- Study material:
- - -
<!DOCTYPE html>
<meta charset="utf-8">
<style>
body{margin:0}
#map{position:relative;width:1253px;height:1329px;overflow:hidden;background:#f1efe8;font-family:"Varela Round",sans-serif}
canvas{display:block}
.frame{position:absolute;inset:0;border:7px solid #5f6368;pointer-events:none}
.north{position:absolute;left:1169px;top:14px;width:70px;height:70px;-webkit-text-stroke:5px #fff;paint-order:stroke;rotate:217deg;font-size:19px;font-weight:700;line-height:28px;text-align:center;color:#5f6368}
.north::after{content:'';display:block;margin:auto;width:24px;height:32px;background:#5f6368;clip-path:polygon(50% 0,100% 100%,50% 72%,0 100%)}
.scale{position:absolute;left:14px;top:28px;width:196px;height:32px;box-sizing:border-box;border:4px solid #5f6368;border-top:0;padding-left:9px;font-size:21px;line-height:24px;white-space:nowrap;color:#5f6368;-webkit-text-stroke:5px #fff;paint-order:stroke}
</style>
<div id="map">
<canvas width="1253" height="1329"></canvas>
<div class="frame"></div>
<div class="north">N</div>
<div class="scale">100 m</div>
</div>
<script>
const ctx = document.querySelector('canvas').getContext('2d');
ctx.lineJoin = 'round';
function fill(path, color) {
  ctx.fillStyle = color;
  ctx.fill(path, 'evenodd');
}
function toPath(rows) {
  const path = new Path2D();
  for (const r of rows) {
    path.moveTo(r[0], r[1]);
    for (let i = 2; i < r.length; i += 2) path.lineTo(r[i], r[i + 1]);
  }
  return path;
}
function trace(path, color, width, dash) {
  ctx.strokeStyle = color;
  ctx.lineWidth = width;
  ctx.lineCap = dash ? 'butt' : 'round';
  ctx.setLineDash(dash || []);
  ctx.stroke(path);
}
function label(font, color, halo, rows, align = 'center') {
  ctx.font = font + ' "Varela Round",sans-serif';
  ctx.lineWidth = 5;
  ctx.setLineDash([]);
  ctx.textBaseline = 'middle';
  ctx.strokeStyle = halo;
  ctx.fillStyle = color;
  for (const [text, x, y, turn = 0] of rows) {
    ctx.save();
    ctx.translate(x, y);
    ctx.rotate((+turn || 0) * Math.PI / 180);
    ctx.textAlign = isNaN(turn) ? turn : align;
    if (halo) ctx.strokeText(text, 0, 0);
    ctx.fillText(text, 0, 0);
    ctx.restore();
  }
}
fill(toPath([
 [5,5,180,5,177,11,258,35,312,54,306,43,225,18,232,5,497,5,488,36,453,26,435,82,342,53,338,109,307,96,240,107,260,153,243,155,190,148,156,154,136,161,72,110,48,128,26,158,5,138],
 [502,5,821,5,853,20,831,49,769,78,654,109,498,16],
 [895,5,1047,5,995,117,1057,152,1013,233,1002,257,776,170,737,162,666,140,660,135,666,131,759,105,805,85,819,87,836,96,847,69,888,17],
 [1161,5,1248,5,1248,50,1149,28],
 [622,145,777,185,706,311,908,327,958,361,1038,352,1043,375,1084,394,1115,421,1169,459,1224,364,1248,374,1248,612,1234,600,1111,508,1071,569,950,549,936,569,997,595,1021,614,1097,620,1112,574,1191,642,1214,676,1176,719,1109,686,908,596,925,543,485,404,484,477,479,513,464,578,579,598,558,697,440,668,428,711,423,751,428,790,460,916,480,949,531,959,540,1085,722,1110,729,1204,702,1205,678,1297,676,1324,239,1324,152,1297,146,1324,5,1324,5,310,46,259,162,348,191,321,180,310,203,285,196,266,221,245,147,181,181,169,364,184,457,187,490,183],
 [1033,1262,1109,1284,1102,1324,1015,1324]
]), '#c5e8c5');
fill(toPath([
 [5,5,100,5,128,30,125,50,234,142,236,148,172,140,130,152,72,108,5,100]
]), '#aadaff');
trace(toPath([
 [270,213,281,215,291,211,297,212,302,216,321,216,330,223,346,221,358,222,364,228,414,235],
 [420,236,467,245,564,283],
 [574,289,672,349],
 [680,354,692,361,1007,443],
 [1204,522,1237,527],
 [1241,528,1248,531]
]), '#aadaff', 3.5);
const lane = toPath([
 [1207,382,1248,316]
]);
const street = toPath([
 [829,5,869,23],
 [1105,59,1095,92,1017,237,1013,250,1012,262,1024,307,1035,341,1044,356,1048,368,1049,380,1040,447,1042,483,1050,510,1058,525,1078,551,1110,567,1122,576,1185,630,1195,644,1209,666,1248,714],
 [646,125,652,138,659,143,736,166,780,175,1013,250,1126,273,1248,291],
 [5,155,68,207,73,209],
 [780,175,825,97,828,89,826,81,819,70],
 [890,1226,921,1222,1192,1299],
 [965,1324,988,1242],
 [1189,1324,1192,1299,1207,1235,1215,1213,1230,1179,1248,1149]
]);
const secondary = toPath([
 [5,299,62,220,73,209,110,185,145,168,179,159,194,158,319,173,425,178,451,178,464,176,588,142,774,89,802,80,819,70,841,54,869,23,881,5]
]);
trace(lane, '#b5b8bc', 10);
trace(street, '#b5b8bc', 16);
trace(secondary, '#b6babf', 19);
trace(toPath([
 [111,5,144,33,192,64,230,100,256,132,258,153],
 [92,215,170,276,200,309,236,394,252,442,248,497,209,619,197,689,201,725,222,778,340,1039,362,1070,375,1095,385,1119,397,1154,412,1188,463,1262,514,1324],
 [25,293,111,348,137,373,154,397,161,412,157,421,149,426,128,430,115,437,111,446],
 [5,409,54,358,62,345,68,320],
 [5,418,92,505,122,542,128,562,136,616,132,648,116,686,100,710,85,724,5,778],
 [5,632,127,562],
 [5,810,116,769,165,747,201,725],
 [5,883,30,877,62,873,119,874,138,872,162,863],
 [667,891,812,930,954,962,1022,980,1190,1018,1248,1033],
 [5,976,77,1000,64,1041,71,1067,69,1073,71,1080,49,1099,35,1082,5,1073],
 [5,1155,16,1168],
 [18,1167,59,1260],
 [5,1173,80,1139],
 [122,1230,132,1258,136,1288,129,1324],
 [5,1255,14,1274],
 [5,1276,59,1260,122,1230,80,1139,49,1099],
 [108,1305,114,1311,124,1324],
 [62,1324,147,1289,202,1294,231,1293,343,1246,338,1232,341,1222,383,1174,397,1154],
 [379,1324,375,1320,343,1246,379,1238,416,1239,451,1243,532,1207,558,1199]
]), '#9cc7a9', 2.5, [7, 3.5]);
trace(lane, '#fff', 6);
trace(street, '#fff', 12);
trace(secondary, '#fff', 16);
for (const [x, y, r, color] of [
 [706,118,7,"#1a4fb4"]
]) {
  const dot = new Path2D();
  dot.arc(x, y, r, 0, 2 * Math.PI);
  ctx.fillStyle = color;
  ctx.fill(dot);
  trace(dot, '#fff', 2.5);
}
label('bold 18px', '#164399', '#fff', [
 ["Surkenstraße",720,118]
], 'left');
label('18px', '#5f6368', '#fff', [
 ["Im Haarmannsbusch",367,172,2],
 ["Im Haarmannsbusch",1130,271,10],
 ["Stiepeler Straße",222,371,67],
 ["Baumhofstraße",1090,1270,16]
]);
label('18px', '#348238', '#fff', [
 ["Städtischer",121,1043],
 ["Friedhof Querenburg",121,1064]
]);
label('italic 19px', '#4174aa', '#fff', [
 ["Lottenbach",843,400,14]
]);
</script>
- - -
- What is needed: Work out how many lines in the records above contain the word "display", and give only that number.

- Output below: 2